Just got a Beats Wireless that's fully functional but has a broken earcup hinge. This is gonna be fun!


----------



## vantt1

Fun, fun, fun!
  


  
 It has a rechargeable battery and a charging circuit, which may be useful for me in the future.


----------



## vantt1

I really wanted to see that demo Beats Studio box though...it might have given us some clues as to what power supply the demo sets run at.


----------



## freakyziki

Just got conned into buying a pair of what I think are demo model studios. I've been through this thread and seen no one has had any luck converting them into working headphones...
  
 Plan is to sell them on eBay to recoup at least some of the £40 I spent or take them to some repair stores around London to see if they can be salvaged (as I am not an audiophile I have no clue on even where to start converting these).


----------



## vantt1

freakyziki said:


> Just got conned into buying a pair of what I think are demo model studios. I've been through this thread and seen no one has had any luck converting them into working headphones...
> 
> Plan is to sell them on eBay to recoup at least some of the £40 I spent or take them to some repair stores around London to see if they can be salvaged (as I am not an audiophile I have no clue on even where to start converting these).


 
 What kind of connections lies on the other end of the headphone cable?
  
 Where is everyone getting all these demo sets? I've asked around at different consumer electronics retailers, seeing if they had any broken demo Beats sets I could buy off them, but they said Beats keeps a pretty tight lid on these kind of things, and just instructs them to mail the broken demo set to Beats for a replacement that gets mailed back to the retailer.
  
 I feel like I'm missing out on something.


----------



## freakyziki

vantt1 said:


> What kind of connections lies on the other end of the headphone cable?
> 
> Where is everyone getting all these demo sets?

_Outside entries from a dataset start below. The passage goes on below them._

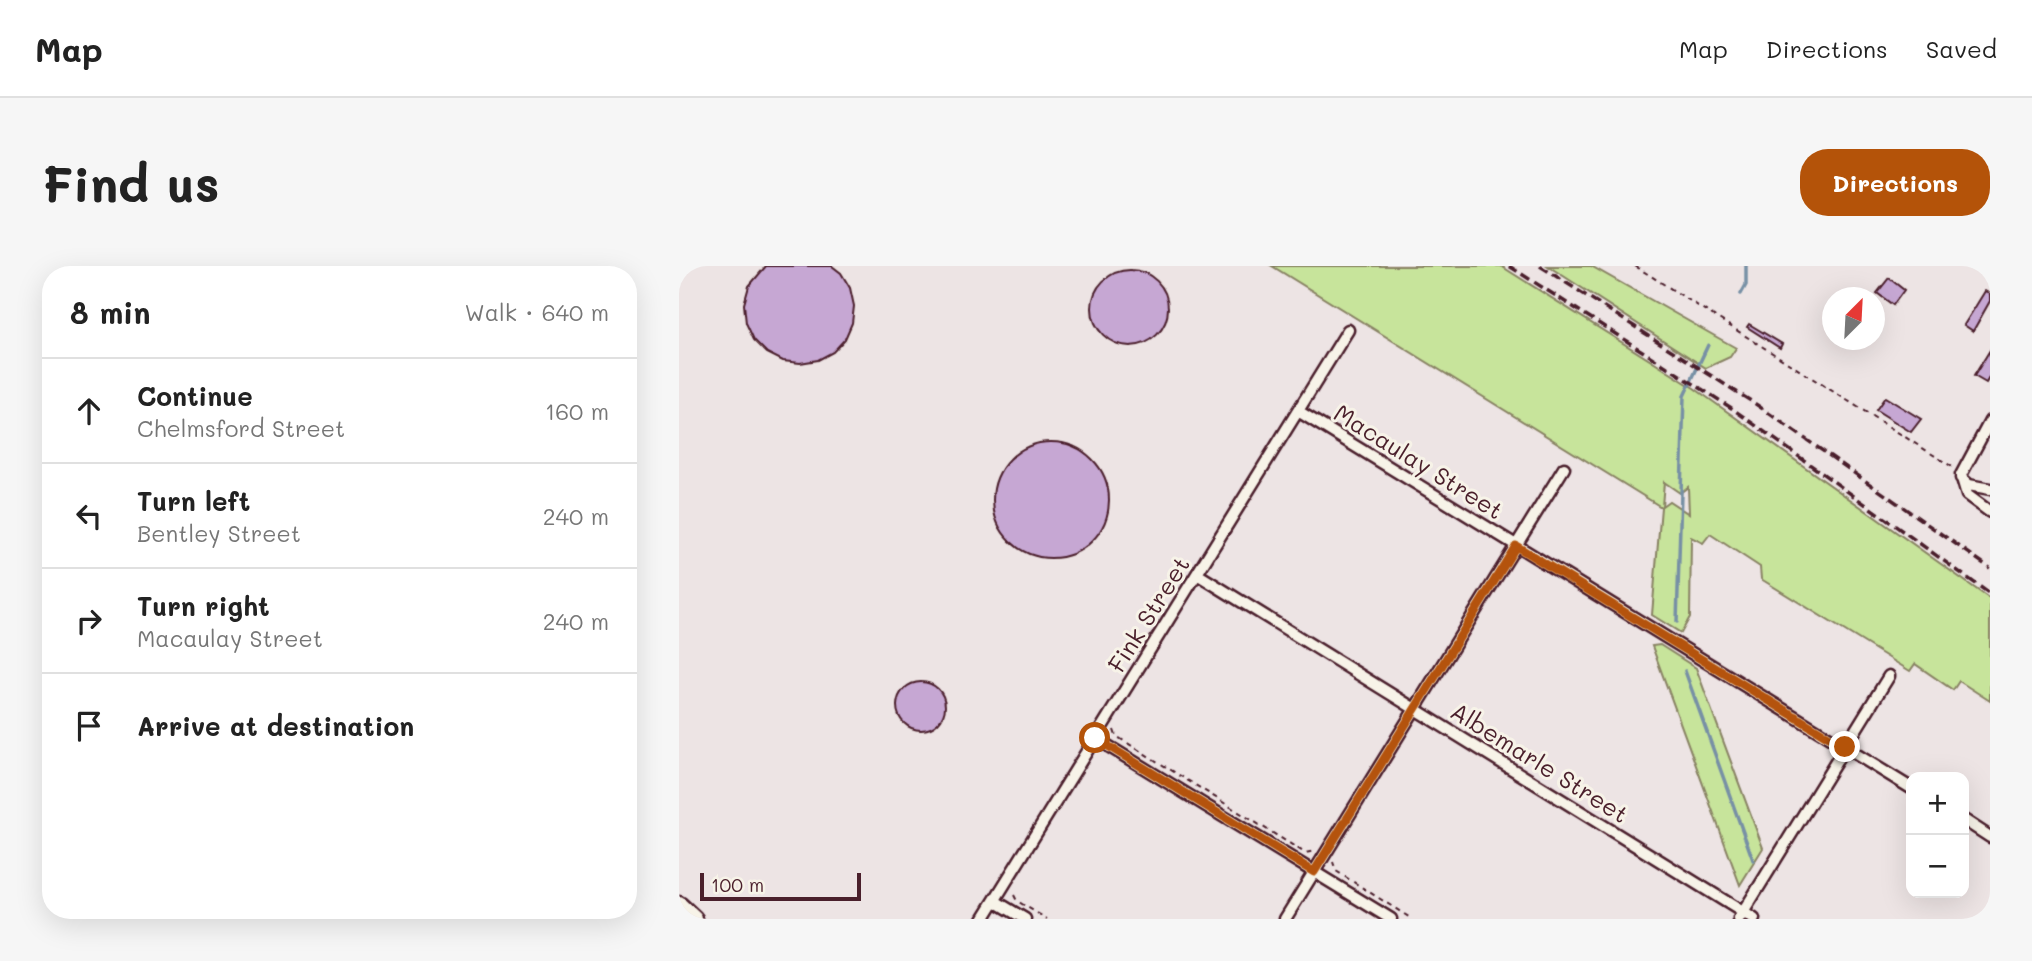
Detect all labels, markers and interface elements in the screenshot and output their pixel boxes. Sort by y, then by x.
text: Map [35,27,103,70]
text: Map [1679,33,1728,64]
text: Directions [1766,33,1888,64]
text: Saved [1926,33,1997,64]
button: Directions [1800,149,1990,216]
text: Find us [42,151,220,214]
north arrow [1822,287,1885,350]
text: 8 min [70,292,151,332]
text: Walk · 640 m [464,297,609,327]
text: Continue [137,379,253,413]
icon: ahead [70,392,108,430]
text: 160 m [545,396,609,426]
street label: Macaulay Street [1329,396,1509,526]
text: Chelmsford Street [137,413,345,443]
text: Turn left [137,484,250,518]
icon: left [70,497,108,535]
text: 240 m [543,501,609,531]
text: Bentley Street [137,518,301,548]
street label: Fink Street [1100,550,1196,678]
text: Turn right [137,589,270,623]
icon: right [70,602,108,640]
text: 240 m [543,606,609,636]
text: Macaulay Street [137,623,323,653]
street label: Albemarle Street [1445,695,1635,829]
icon: arrive [70,707,108,745]
text: Arrive at destination [137,709,414,743]
route start [1079,722,1110,753]
route end [1829,731,1860,762]
map controls [1906,772,1969,898]
button: + [1906,772,1969,835]
button: − [1906,835,1969,898]
scale bar [700,870,861,902]
text: 100 m [711,872,764,897]

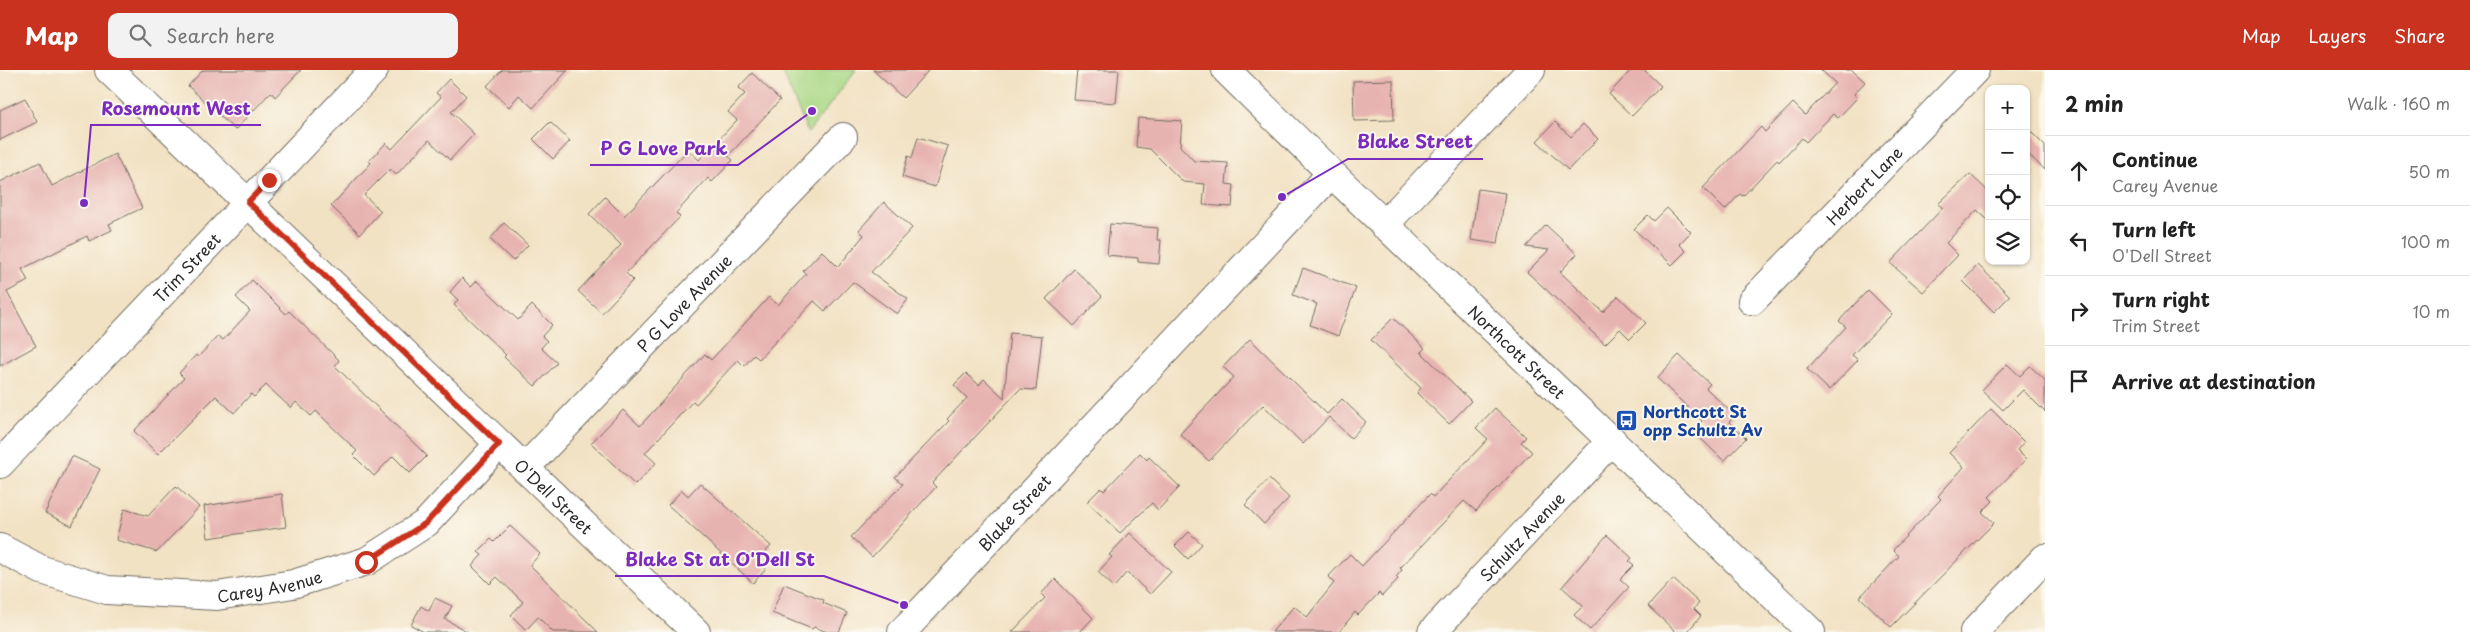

I've asked around at different consumer electronics retailers, seeing if they had any broken demo Beats sets I could buy off them, but they said Beats keeps a pretty tight lid on these kind of things, and just instructs them to mail the broken demo set to Beats for a replacement that gets mailed back to the retailer.
> 
> I feel like I'm missing out on something.


 
  
 @So far I have got the glued down battery compartment open and found that the batter slot is there but is not wired for power.  It is getting power through the cord.  The headphone cord is not removable and at the end it splits and has the audio input and the power input spot.  The power switch on the right can was glued and I was able to loosen that up so it will turn off and on now.  I would like to be able to modify this unit and get it so that it has power from the batteries and doesn't require an additional power source.@
  
 That was quoted from OP and is similar to what my pair are like I think
  
 Oddly enough I bought mine from a clothes sample sale in Shoreditch yesterday lol.


----------



## vantt1

freakyziki said:


> @So far I have got the glued down battery compartment open and found that the batter slot is there but is not wired for power.  It is getting power through the cord.  The headphone cord is not removable and at the end it splits and has the audio input and the power input spot.  The power switch on the right can was glued and I was able to loosen that up so it will turn off and on now.  I would like to be able to modify this unit and get it so that it has power from the batteries and doesn't require an additional power source.@
> 
> That was quoted from OP and is similar to what my pair are like I think
> 
> Oddly enough I bought mine from a clothes sample sale in Shoreditch yesterday lol.



 


If your's has a battery compartment, does it mean it's the 1st gen Studios?


----------



## cb3723

vantt1

Woah, just reading through this thread -have no idea what you guys are talking about when you go all tech talk but I'm pretty blown away by your skills in converting Studio's into Bluetooth - nice skills for sure


----------



## vantt1

Hey, @cb3723! It's been a while.
  
 Do you have any demo Beats headphones, or are they all retail models?


----------



## cb3723

Howdy vantt1- sorry - all my beats are retail version, I didn't know of these demo models until checking this thread, but I understand the attraction/challenge to you guys here who like to get down and dirty in modding/bringing these cans back to life.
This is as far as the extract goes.